An engineering technician unsuccessfully appealed against an order that rejected his claim for personal injury after he fractured his hand at work.
The appellant, Mr Needle, made the original claim against his employer, Swallowfield plc, a personal care and beauty products manufacturer.
In February 2013, Mr Needle was manoeuvring a disused dispensing pump in order to service it. The pump weighed around 48kg and was irregularly shaped. While attempting to move the machine, he sustained a hyperextension fracture to his left hand.
In his claim for personal injury, Mr Needle argued that his employer was in breach of the Manual Handling Operations Regulations 1992. He said that Swallowfield had failed in its duty to avoid the need for employees to undertake any manual handling operations at work that involve a risk of injury, and also to make a suitable and sufficient assessment of manual handling operations.

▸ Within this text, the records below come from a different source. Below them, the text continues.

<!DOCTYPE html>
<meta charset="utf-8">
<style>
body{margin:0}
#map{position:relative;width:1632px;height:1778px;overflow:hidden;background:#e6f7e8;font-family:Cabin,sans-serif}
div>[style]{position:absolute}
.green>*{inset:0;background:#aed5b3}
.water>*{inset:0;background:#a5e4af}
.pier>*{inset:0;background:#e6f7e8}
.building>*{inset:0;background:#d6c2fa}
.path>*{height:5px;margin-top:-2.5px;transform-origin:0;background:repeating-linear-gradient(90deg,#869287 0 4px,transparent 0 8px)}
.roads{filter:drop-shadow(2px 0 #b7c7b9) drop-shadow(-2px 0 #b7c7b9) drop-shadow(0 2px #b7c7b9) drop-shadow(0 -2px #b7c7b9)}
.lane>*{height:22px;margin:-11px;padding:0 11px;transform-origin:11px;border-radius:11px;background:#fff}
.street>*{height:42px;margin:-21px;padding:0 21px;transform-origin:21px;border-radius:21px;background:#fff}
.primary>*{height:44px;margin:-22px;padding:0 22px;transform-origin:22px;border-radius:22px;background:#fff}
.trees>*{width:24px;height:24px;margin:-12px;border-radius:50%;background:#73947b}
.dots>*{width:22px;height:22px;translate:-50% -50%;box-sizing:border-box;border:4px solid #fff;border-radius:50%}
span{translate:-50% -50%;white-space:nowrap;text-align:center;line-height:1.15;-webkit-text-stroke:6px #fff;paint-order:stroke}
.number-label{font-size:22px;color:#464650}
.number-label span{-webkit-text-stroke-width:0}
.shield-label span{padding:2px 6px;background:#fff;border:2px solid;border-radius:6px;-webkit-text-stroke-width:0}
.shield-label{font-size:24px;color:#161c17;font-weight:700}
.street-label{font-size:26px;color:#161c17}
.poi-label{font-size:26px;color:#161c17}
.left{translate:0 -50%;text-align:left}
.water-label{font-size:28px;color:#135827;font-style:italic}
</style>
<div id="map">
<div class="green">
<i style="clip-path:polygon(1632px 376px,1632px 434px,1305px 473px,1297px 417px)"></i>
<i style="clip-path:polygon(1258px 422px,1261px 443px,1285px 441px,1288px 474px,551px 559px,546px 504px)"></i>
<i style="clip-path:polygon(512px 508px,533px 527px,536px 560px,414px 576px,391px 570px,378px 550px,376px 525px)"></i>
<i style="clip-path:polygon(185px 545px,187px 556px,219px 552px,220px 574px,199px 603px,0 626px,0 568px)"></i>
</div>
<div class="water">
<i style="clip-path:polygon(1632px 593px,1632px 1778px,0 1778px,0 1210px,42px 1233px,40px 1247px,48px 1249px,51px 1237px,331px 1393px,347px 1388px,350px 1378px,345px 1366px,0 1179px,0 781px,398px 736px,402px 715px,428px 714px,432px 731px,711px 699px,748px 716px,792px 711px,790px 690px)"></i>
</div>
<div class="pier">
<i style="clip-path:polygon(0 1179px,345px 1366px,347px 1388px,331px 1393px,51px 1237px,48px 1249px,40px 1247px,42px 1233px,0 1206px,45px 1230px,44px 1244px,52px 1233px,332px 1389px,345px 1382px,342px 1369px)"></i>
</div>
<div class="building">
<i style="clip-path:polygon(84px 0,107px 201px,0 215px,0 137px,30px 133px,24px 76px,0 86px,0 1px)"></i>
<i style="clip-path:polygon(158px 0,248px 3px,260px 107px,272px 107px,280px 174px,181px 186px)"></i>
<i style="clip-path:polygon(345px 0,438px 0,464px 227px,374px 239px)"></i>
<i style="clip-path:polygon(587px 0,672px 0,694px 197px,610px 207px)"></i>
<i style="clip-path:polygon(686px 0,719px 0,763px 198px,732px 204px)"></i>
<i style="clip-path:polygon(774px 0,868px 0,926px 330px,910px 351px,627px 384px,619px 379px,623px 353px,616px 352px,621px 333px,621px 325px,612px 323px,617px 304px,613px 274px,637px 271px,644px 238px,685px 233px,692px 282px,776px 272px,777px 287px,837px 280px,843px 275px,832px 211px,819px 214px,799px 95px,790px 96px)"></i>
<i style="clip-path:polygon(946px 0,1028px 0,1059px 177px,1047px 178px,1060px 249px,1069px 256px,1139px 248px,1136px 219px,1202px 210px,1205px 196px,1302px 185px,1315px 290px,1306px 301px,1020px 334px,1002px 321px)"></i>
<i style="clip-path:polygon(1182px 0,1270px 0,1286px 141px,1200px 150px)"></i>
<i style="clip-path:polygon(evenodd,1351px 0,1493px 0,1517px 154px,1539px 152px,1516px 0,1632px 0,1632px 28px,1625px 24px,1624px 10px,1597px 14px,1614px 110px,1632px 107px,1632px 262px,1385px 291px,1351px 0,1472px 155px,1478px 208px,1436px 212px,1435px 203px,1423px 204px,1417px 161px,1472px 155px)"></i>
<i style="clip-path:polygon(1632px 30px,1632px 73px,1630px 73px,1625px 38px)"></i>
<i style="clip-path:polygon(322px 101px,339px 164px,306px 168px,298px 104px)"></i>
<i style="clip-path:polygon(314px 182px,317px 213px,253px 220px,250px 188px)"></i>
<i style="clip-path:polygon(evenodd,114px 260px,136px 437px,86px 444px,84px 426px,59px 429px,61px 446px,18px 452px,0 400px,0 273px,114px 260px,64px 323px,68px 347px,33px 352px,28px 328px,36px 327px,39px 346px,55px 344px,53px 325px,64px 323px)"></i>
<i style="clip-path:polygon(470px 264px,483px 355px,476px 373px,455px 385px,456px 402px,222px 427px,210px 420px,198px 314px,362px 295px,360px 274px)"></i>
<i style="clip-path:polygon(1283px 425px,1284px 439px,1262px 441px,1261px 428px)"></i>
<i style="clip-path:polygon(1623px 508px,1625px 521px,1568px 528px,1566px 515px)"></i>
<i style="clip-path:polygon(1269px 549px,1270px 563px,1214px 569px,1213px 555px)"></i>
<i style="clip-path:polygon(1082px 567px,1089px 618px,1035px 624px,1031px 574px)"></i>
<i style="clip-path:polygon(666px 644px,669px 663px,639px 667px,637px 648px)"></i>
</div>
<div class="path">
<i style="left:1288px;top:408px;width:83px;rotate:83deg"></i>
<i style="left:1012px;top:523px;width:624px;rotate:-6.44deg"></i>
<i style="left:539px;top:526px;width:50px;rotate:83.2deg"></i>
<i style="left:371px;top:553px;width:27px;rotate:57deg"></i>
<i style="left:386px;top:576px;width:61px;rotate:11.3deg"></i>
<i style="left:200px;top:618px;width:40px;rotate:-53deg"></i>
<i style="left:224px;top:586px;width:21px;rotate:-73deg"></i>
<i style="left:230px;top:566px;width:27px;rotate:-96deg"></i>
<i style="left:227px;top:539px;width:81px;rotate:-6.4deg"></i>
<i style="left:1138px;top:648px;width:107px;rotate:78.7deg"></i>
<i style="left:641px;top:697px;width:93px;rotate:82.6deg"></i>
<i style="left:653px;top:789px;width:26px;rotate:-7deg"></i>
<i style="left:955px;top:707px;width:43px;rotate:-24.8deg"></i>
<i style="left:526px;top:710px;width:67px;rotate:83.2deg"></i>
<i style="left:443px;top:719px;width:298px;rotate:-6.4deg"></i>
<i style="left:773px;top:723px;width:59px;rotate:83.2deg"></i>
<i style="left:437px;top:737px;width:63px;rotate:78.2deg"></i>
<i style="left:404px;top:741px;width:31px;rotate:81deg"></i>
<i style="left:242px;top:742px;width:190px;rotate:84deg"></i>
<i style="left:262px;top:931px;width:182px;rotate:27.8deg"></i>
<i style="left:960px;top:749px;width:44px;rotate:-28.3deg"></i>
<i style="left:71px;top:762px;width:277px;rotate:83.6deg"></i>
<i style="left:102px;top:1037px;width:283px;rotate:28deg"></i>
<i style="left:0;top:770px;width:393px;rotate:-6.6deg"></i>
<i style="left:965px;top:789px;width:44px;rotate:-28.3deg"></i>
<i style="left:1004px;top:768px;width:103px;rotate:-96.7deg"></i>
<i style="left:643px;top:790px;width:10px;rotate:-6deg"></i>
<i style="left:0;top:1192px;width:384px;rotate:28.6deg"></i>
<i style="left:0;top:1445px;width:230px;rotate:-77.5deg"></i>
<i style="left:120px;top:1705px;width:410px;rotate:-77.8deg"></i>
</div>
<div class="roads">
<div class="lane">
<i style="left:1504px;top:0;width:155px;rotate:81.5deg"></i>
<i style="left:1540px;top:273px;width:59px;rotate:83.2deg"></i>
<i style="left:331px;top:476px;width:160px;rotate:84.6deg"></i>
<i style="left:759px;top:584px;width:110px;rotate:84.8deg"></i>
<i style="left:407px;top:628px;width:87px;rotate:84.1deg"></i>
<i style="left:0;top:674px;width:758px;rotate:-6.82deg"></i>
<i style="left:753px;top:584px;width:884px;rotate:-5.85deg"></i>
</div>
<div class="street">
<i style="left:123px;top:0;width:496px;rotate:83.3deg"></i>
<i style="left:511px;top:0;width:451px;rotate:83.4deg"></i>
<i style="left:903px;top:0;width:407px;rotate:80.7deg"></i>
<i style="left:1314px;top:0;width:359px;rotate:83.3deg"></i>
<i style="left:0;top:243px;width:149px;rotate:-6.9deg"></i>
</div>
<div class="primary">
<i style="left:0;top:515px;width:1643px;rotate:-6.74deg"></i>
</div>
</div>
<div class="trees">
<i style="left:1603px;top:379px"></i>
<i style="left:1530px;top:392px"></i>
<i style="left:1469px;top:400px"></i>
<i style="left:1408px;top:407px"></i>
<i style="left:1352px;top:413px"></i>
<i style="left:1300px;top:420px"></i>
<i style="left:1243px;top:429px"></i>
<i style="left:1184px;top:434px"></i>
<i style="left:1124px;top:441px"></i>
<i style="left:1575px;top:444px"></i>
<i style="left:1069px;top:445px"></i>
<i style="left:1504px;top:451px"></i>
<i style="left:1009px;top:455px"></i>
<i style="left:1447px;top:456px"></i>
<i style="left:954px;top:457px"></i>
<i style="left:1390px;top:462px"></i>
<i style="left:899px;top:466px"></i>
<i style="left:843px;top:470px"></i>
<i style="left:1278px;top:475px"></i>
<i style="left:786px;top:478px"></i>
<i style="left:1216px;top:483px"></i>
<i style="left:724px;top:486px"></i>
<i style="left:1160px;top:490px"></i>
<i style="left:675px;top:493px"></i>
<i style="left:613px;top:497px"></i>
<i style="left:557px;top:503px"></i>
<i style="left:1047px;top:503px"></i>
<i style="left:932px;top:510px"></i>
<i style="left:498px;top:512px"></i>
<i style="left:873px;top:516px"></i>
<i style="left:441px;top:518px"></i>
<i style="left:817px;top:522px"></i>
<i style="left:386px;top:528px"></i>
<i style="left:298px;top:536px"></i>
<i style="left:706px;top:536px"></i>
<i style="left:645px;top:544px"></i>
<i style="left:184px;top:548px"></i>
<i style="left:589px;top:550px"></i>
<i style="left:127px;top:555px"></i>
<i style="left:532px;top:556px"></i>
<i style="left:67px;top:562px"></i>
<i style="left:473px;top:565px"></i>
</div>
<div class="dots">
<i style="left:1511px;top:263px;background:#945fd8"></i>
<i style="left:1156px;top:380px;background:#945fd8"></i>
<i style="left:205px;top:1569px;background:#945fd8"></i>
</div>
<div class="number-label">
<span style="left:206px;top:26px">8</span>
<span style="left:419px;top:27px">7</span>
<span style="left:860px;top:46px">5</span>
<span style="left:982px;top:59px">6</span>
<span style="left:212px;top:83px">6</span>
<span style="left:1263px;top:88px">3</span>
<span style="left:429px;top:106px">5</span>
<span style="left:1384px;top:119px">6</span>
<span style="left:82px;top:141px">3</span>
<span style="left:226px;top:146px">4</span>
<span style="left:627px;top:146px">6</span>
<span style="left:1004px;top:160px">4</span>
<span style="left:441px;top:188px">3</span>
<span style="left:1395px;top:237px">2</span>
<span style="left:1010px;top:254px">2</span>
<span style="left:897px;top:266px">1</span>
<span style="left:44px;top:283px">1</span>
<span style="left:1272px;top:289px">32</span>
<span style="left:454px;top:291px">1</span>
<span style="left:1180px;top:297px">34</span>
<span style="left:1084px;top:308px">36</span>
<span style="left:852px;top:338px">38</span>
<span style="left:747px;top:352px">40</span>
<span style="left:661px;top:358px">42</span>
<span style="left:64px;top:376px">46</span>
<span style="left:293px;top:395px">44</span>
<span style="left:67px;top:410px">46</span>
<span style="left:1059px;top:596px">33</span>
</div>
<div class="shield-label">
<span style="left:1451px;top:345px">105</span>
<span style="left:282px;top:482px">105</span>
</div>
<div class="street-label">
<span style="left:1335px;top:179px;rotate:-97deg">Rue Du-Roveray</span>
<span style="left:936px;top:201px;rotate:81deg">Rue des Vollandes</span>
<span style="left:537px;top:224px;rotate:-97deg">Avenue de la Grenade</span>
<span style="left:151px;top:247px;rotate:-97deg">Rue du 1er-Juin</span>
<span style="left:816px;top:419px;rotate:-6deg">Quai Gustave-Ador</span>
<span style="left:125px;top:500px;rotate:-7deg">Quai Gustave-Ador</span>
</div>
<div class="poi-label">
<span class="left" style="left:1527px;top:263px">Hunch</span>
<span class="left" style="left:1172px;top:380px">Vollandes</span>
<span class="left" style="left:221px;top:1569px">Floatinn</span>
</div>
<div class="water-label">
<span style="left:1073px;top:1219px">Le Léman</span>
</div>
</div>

The judge ruled that the manual handling operation in this case did not involve foreseeable risk of injury: ‘There was no real or sufficient possibility of risk of injury of some sort to hands or wrists when turning or pushing this piece of equipment as long as employees are warned of the need to apply their experience and skill dynamically to assessing the risk.’ The ‘gateway provision’ that triggers the employer’s duties under the 1992 regulations had therefore not been met and consequently the claim failed.
The risk of injury would have been different if the task involved an inexperienced, untrained employee performing a one-off task
Mr Needle’s grounds of appeal focused on two key points. First, he challenged the judge’s conclusion that there was no risk of personal injury from handling the pump, especially due to its size, weight and unwieldy nature.
Second, he argued that the judge was wrong to include Mr Needle’s training and experience in the dynamic risk assessment into his analysis of the risk, stating that this blurred the question on existence of risk with the separate question of how risk could be reduced or eliminated.
The appeal judge considered the grounds for appeal and said that the court should take into account the relevant occupational context when assessing the risk of personal injury. This should include the place of employment and the particular employees involved.
It was ruled that without expert evidence being provided that demonstrated the alleged dangerousness of the machine pump that caused the injury, the original trial judge was right to conclude that the handling of the machine by Mr Needle was not a manoeuvre that carried an intrinsic risk of injury.
On the second main ground of appeal, the appeal judge ruled that it was correct to take into account Mr Needle’s training in dynamic risk assessment and the content of previous training. They stated that the risk of injury would have been different if the task involved an inexperienced, untrained employee who was performing this as a one-off task, rather than someone carrying out maintenance routinely.
The appeal judge dismissed Mr Needle’s appeal, reinforcing previous case law that demonstrates that context is important when considering whether an activity poses a risk of injury. Evidence of the employee’s training and experience, and the frequency of the task being carried out are all relevant considerations alongside the manual handling operation itself.